◆ Brief
Could you return the data below exactly as it appears?

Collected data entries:
┌──

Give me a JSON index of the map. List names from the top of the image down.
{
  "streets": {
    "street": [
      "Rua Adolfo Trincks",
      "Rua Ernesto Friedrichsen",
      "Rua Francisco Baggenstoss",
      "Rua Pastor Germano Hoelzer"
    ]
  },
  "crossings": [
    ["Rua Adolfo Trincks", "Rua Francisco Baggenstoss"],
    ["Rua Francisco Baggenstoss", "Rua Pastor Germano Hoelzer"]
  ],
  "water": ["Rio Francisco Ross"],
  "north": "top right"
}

└──

◆ Your response
Give me a JSON index of the map. List names from the top of the image down.
{
  "streets": {
    "street": [
      "Rua Adolfo Trincks",
      "Rua Ernesto Friedrichsen",
      "Rua Francisco Baggenstoss",
      "Rua Pastor Germano Hoelzer"
    ]
  },
  "crossings": [
    ["Rua Adolfo Trincks", "Rua Francisco Baggenstoss"],
    ["Rua Francisco Baggenstoss", "Rua Pastor Germano Hoelzer"]
  ],
  "water": ["Rio Francisco Ross"],
  "north": "top right"
}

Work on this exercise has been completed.